Interactive slurm sessions can be used (among other ways) to ssh onto a cluster node - this is probably the easiest way to get started.
To get started, we ssh to the slurm headnode.
> ssh -A <slurm-username>@134.2.168.52
The -A
option enables key forwarding of the authentication agent. You can ssh to the slurm headnode without it, but you need the setting in order to hop on to your final compute node. More elegantly, you can add the following to your ssh config in ~/.ssh/config
:
Host slurm
HostName 134.2.168.52
User lkoch54
ForwardAgent yes
this allows you to simply do
> ssh slurm
Notes:
-
You need to deploy your public key), i.e. copy your public ssh key to the file
~/.ssh/authorized_keys
on your slurm home directory. Password authorised access is revoked within a few days of account activation. -
In case you have trouble with the key forwarding, check out this Stackoverflow answer (click here for further help on Windows). Most likely, you just need to run
ssh-add
in your local terminal.
You can now allocate your desired resources. There are plenty of options to specify number of CPU cores, GPUs, memory, etc, for example:
--gres=gpu:1 # Request one GPU
--mem=50G # Total memory
--ntasks=1 # Number of tasks
--cpus-per-task=1 # Number of CPU cores per
A more comprehensive overview is given in the MLcloud wiki. Let's allocate a job:
> salloc --gres gpu:1 --mem=50G --no-shell
salloc: Granted job allocation 262198
salloc: Waiting for resource configuration
salloc: Nodes slurm-bm-36 are ready for job
Nice! You now have a slurm job (job-id 262198), and a node (slurm-bm-36) available. You can check check out the status of your jobs with squeue --me
, or later cancel a job with scancel <job-id>
.
You can now ssh to your allocated node with
> ssh slurm-bm-36 # node provided for this job
That's it, now you can get to work.
Let's run a simple Jupyter notebook that measures matrix multiplication time and writes the result to a file somewhere on /mnt/qb/berens/
. to access the remote jupyter notebook server, we need to do some clever ssh tunneling, since we're doing two hops: first from our local machine to the slurm headnode, then on to the node we have allocated.

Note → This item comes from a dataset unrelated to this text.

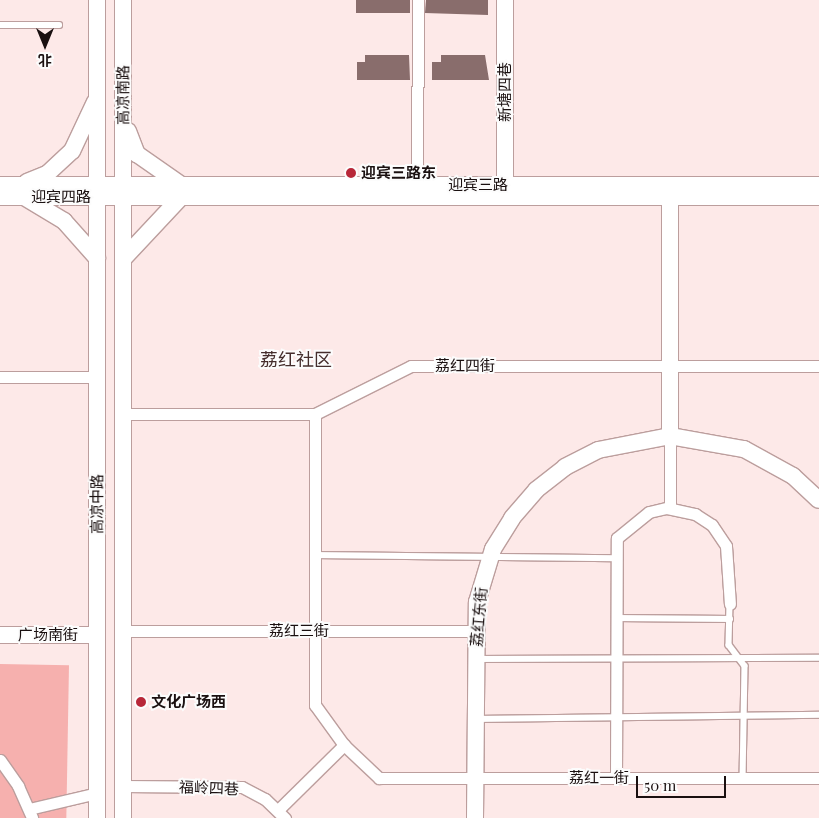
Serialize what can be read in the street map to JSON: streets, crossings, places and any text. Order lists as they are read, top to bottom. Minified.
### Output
{"streets":{"main road":["新塘四巷","高凉南路","迎宾三路","迎宾四路","高凉中路","荔红东街","广场南街"],"street":["荔红四街","荔红三街","荔红一街","福岭四巷"]},"crossings":[["新塘四巷","迎宾三路"],["高凉南路","迎宾三路"],["高凉南路","迎宾四路"],["高凉南路","高凉中路"],["迎宾三路","迎宾四路"],["迎宾三路","高凉中路"],["迎宾四路","高凉中路"],["荔红四街","高凉中路"],["高凉中路","荔红三街"],["高凉中路","广场南街"],["高凉中路","福岭四巷"],["荔红东街","荔红三街"],["荔红东街","荔红一街"]],"districts":["荔红社区"],"places":["迎宾三路东","文化广场西"],"scale_bar":"50 m","north":"bottom"}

local> ssh -L 8001:localhost:8002 slurm
slurm> ssh -L 8002:localhost:8003 slurm-bm-36
slurm-bm-36>
We are now on our remote host. To run the jupyter notebook server, we need a singularity container. We can build it from the container definition interactive_session.def
:
> singularity build --fakeroot interactive_session.sif interactive_session.def
Since this takes a while, I also put a pre-built container in /mnt/qb/berens/lkoch/slurm-tutorial
- feel free to use that one. Now you can run the notebook server on port 8003:
> singularity exec --nv --bind /mnt/qb/berens interactive_session.sif jupyter-notebook --port 8003
Here, --nv
enables GPU access. You can remove this option if not needed. The option --bind /mnt/qb/berens
mounts the folder /mnt/qb/berens
in the container, which allows the code to access the file system for read and write operations. Your slurm home directory is mounted by default.
That's it. You can now go to localhost:8001
in your local browser to run the remote notebook.
Note that we mounted /mnt/qb/berens
in the container. This way you have read/write access to directories there. I suggest you create your personal directory in your group storage. Now you can adapt the paths in the notebook interactive_session.ipynb
to make sure you're writing to a location you have access to.
When you're done, remember to release your resources with scancel <job-id>
!